Les arguments de la requérante
Mme A soutenait principalement :
- que la décision contestée était signée par une autorité incompétente et insuffisamment motivée ;
- qu’elle était entachée d’une erreur de droit, dès lors qu’elle exerçait dans un établissement relevant du dispositif REP+ ;
- qu’elle méconnaissait le principe d’égalité de traitement entre agents publics, les AESH étant soumis aux mêmes contraintes que les autres personnels bénéficiaires.
L’analyse du tribunal
Le tribunal a replacé l’affaire dans le contexte de la jurisprudence récente du Conseil d’État (décision n° 500427 du 16 juillet 2025), qui avait déjà clarifié le régime applicable à l’indemnité de sujétions dans les établissements REP et REP+.
Il a rappelé que :
- Le décret du 28 août 2015 institue une indemnité spécifique de sujétions pour les personnels enseignants, d’éducation, de direction, ainsi que pour certaines catégories administratives et de santé exerçant en REP et REP+.
- Le décret du 29 août 2016 précise que les agents contractuels exerçant ces mêmes fonctions bénéficient également de l’indemnité, dans les mêmes conditions que les titulaires.
- Les AESH, en vertu du code de l’éducation et des textes qui encadrent leurs missions, appartiennent pleinement à la communauté éducative : ils participent à la scolarisation des élèves, assurent leur inclusion, favorisent leur autonomie et contribuent au projet pédagogique de l’établissement.
En conséquence, le tribunal a estimé que les AESH exerçant dans des établissements REP ou REP+ sont soumis aux mêmes sujétions particulières que les autres personnels bénéficiaires de la prime. Leur exclusion du dispositif, fondée uniquement sur leur statut, constitue donc une atteinte au principe d’égalité.
Le dispositif de la décision
Le tribunal a :
- admis l’intervention du syndicat Sud éducation Hérault ;
- annulé la décision de refus de la DASEN des Pyrénées-Orientales ;
- enjoint à la rectrice de l’académie de Montpellier de verser à Mme A l’indemnité de sujétions due depuis le 1er octobre 2022, dans un délai de trois mois, avec intérêts au taux légal à compter de la demande préalable.
En revanche, la demande de capitalisation des intérêts a été rejetée, une année entière d’intérêts n’étant pas encore due.
« Eu égard à la nature de leurs missions et aux conditions d’exercice de leurs fonctions, les accompagnants des élèves en situation de handicap exerçant dans les écoles ou établissements relevant des programmes REP+ et REP sont exposés à des sujétions comparables à celles des personnels titulaires et contractuels bénéficiant de l’indemnité de sujétions en application des décrets du 28 août 2015 et du 29 août 2016. Ils participent en outre à l’engagement professionnel collectif de ces équipes.
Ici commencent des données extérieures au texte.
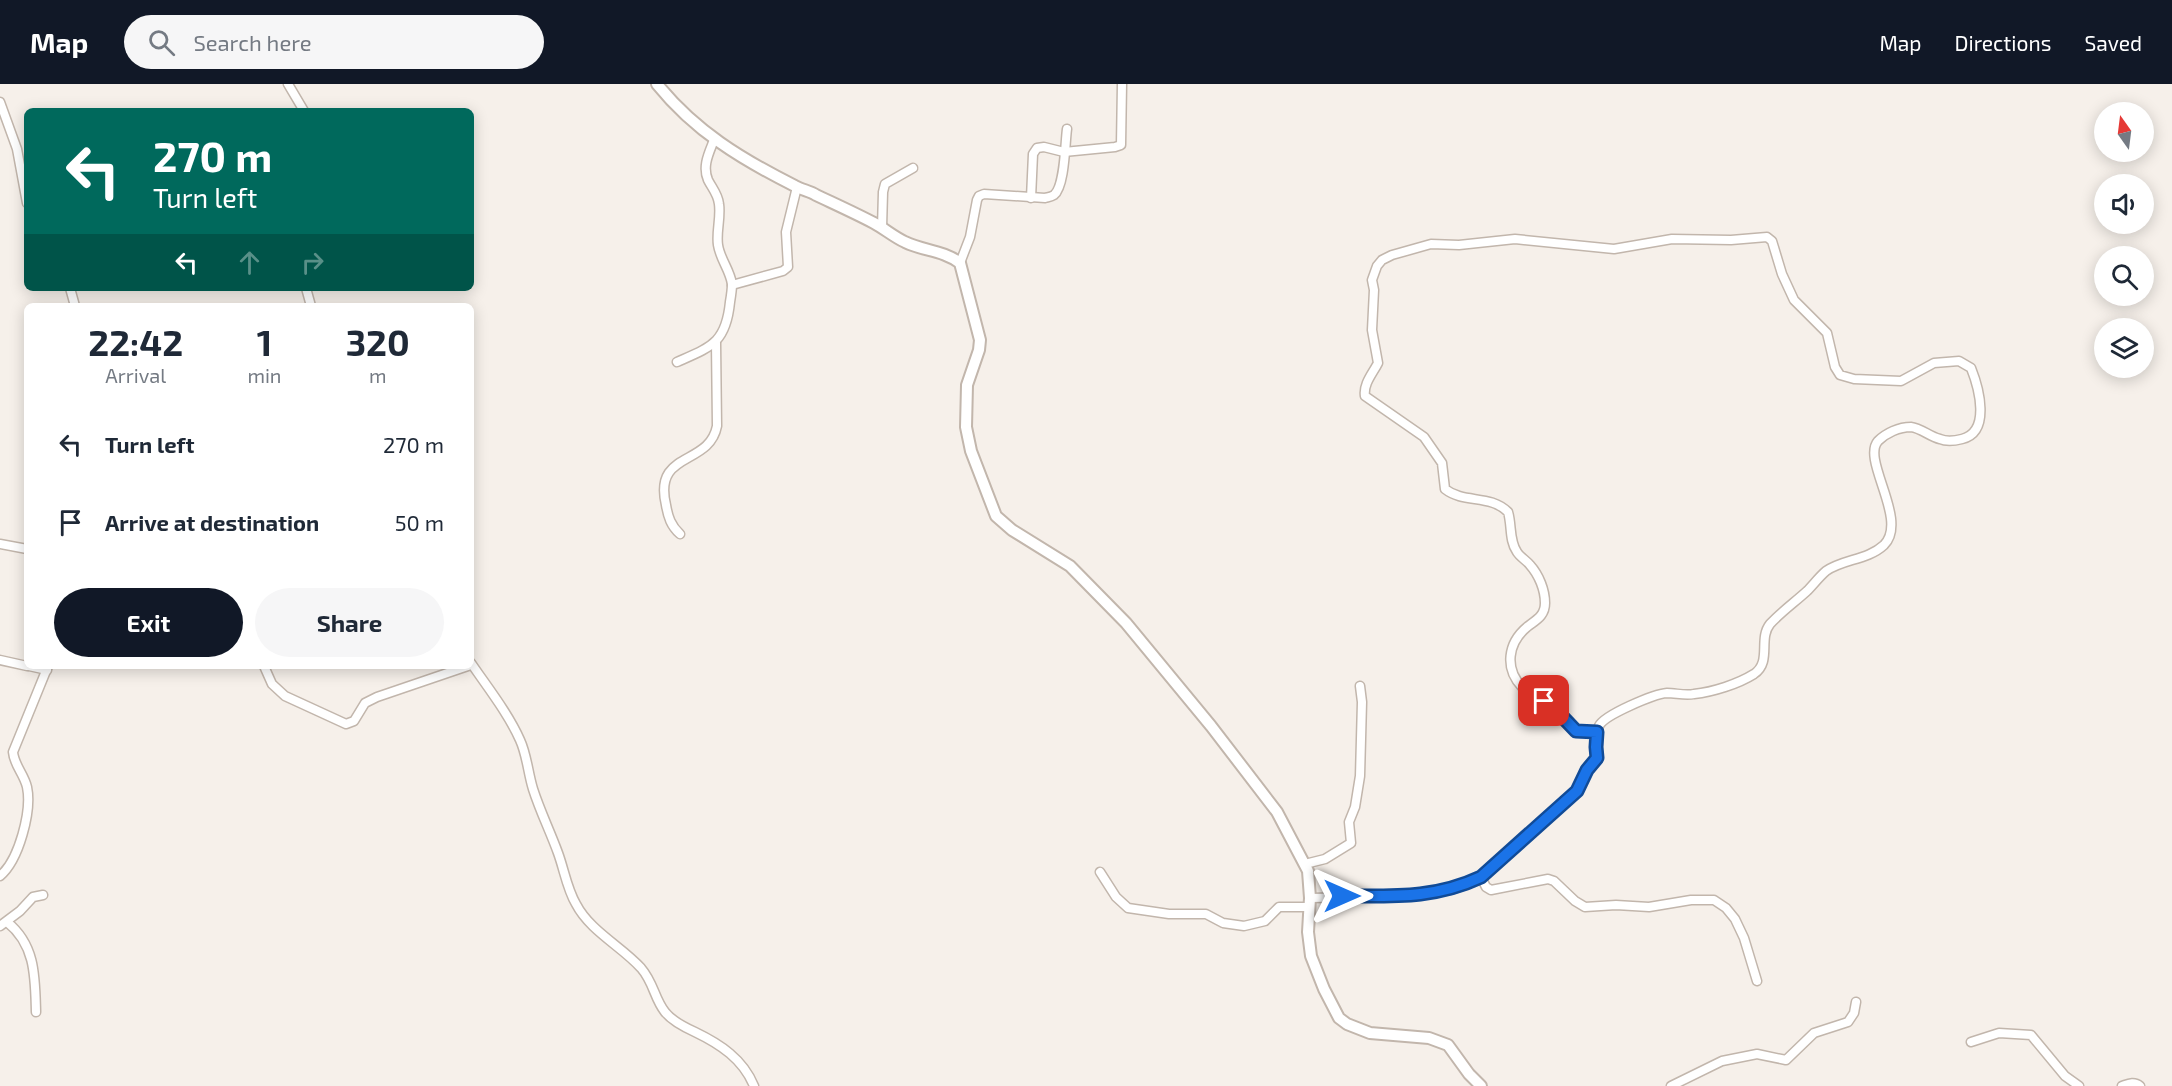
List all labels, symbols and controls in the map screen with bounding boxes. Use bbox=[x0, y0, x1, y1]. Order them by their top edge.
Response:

Les circonstances tenant à la particularité de leur statut et à leurs conditions de recrutement ne sont pas de nature, étant donné l’objet de l’indemnité instituée par le décret du 28 août 2015, à justifier de les exclure du bénéfice de cette indemnité.
Par suite, le pouvoir réglementaire, en excluant les accompagnants des élèves en situation de handicap des catégories de personnel bénéficiant de l’indemnité de sujétions, a créé une différence de traitement sans rapport avec l’objet du texte qui institue cette indemnité et a méconnu le principe d’égalité.
Il résulte de ce qui précède que la requérante, sans qu’il soit utile de se prononcer sur ses autres moyens, est fondée à demander l’annulation de la décision attaquée. » jugement prononcé
La portée de cette décision
Par cette décision, le tribunal administratif de Montpellier consacre l’égalité de traitement entre les AESH et les autres personnels exerçant en REP+. Il confirme que la spécificité de leur statut ne peut justifier leur exclusion du bénéfice d’une prime qui vise précisément à compenser les conditions d’exercice difficiles et à renforcer la stabilité des équipes éducatives.
Cette décision ouvre des perspectives importantes pour l’ensemble des AESH affectés en éducation prioritaire, qui pourraient désormais invoquer ce principe d’égalité pour réclamer, eux aussi, l’indemnité de sujétions. Elle marque une étape supplémentaire dans la reconnaissance des droits de ces personnels essentiels à l’inclusion scolaire.